Location
- 50 Saginaw Parkway Cambridge, Ontario, N1R 5W1 Canada 43°23′28″N 80°18′05″W﻿ / ﻿43.3912°N 80.3014°W

Information
- School type: Public, Separate
- Motto: A Celebration of People
- Religious affiliation: Roman Catholic
- Opened: September 1997
- School board: Waterloo Catholic District School Board
- Principal: Mr. Figueiredo
- Grades: 9-12
- Enrollment: 1800 (September 2021)
- Language: English
- Area: St. Patrick Parish, Cambridge
- Campus type: Suburban
- Colours: Blue, White and Gold
- Mascot: Benny the St. Bernard
- Team name: Saints
- Feeder schools: Christ the King C.E.S. Our Lady of Fatima C.E.S. St. Elizabeth C.E.S. St. Gabriel C.E.S. St. Joseph C.E.S. St. Margaret C.E.S. St. Michael C.E.S. St. Peter C.E.S. St. Teresa of Calcutta C.E.S. Clemens Mill P.S.
- Website: stbenedict.wcdsb.ca

= St. Benedict Catholic Secondary School (Cambridge, Ontario) =

St. Benedict Catholic Secondary School is a Catholic high school in Cambridge, Ontario, Canada. Opened in the fall of 1997, St. Benedict CSS has approximately 1800 students (as of 2018), from grades 9 to 12, and is part of the Waterloo Catholic District School Board. It is informally referred to as the "Home of the Saints". The school motto, "A Celebration of People" signifies the school as a welcoming, inclusive community.

The school was originally founded and opened in 1962, located on Northview Heights Drive in Cambridge, Ontario, and operated from the 1962-63 school year until the 1996-97 school year when it was closed and moved to the current three-story building. The original school structure was demolished in 2000. The current school building was planned in 1995 and constructed from 1996-1997 and was opened in September 1997 for the 1997-98 school year, though the ongoing 1997 teacher's strike delayed the opening by a few days.

The original 1997 part of the school is three stories, consisting of a library, wood shop and auto shop, cooking classrooms, three gymnasiums, a lecture hall, and many different subject classrooms. There are also nine portable classrooms around the campus, as well as a full-size track-and-field track out front. The atrium features a large circular design with a full-glass ceiling and stainless-steel stair railings. In 2001, plans were put in place to construct an addition to the rear right side of the school, as well as a separate manufacturing shop building. In late 2002, the construction began and was completed in the fall of 2003 for the 2003-04 school year. The expansion consisted of three stories, with a cosmetology studio, a new teachers lounge, and more classrooms, as well as the manufacturing building with a large metal shop, and three more classrooms. Along with the expansion, several parts of the original school building were upgraded as well, such as the main office and the wood shop.

In 2016, the track and field area in the front was upgraded with a new remote-controlled scoreboard, public basketball court, public gazebo, and two small playgrounds.
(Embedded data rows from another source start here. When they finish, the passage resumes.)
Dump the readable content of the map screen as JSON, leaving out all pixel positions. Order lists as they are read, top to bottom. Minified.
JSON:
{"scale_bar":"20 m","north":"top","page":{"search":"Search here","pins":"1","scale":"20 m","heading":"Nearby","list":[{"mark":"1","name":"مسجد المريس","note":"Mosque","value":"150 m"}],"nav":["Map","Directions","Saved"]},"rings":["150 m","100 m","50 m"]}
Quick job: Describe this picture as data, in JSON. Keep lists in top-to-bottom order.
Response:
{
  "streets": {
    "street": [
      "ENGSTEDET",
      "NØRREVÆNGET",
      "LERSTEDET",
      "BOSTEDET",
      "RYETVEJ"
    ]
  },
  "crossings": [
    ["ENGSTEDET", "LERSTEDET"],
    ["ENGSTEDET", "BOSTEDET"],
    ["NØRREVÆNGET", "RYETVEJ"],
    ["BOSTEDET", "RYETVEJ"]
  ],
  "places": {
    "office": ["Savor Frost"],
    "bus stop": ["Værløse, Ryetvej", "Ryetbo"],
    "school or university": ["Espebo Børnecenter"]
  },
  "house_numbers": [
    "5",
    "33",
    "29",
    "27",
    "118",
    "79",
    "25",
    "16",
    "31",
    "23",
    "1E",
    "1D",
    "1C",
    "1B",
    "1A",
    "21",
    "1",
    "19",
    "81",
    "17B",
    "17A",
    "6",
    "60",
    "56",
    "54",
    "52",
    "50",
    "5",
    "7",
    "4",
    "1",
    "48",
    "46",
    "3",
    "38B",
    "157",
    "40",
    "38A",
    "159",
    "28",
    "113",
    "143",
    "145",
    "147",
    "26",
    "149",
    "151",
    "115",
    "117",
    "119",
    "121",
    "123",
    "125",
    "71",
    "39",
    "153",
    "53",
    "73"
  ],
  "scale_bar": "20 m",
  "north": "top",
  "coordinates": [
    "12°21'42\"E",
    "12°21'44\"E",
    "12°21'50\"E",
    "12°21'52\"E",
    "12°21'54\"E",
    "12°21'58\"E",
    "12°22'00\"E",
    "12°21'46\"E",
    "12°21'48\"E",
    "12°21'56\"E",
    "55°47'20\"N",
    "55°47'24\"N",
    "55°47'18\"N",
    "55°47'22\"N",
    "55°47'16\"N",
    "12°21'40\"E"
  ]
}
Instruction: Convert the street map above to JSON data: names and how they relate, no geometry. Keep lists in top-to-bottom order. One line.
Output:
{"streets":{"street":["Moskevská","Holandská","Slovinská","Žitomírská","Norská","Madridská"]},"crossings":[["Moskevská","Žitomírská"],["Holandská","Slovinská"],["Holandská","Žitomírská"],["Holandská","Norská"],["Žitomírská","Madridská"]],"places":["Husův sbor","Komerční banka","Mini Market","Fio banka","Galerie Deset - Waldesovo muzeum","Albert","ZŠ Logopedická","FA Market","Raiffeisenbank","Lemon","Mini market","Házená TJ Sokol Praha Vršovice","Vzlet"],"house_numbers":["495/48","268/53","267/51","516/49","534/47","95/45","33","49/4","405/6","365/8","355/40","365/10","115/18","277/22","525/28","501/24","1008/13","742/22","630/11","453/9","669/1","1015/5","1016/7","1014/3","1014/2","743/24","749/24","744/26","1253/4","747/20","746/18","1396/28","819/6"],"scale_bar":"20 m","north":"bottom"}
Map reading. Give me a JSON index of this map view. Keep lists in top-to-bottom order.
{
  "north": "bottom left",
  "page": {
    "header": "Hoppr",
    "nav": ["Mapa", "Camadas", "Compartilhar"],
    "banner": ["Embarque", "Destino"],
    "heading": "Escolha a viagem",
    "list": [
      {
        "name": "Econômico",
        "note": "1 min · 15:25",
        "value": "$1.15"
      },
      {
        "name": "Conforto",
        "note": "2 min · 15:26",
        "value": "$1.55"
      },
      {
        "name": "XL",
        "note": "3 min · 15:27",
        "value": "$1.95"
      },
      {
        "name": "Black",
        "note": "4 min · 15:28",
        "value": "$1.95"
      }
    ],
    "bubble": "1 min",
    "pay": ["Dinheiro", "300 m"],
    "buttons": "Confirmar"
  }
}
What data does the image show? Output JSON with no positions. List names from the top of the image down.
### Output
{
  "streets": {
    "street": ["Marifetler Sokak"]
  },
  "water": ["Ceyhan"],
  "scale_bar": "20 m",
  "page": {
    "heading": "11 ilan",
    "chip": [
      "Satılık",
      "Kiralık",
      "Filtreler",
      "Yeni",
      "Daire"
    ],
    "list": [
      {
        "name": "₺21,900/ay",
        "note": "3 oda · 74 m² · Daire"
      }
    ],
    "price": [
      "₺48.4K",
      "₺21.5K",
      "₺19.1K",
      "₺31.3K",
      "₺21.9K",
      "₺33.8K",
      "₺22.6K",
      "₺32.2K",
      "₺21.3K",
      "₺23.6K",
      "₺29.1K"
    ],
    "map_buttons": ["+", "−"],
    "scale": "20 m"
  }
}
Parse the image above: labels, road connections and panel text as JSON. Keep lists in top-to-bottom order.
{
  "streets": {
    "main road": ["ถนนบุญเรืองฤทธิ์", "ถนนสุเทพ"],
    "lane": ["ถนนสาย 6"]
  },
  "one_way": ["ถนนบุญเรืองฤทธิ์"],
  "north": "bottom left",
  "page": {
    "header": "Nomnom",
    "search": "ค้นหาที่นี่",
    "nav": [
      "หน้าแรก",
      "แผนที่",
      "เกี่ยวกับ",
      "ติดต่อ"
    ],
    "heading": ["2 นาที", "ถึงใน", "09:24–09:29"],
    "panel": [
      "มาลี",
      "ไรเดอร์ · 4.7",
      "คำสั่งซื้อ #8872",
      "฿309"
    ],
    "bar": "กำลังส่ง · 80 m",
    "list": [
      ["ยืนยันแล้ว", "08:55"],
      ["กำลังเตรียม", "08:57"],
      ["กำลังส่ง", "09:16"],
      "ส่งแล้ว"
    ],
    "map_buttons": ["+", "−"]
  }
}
The most recent renovations came in the summer of 2018 when the entire library (referred to now as the "Learning Commons") was remodelled with a new public entrance, kids area, school access entrance, and quiet study zone.

St. Benedict offers a wide variety of academic, athletic and technical programs.

The school website offers a moist range of information, including school news and daily "Ranger" announcements. The school's electronic newsletter, the Bennie's Electronic News Network (BENN) was published bi-weekly on Wednesdays, but were cancelled on Wednesday, June 24, 2026, Volume 18, Issue 22. Parents and students can access homework and course information using D2L or OneNote.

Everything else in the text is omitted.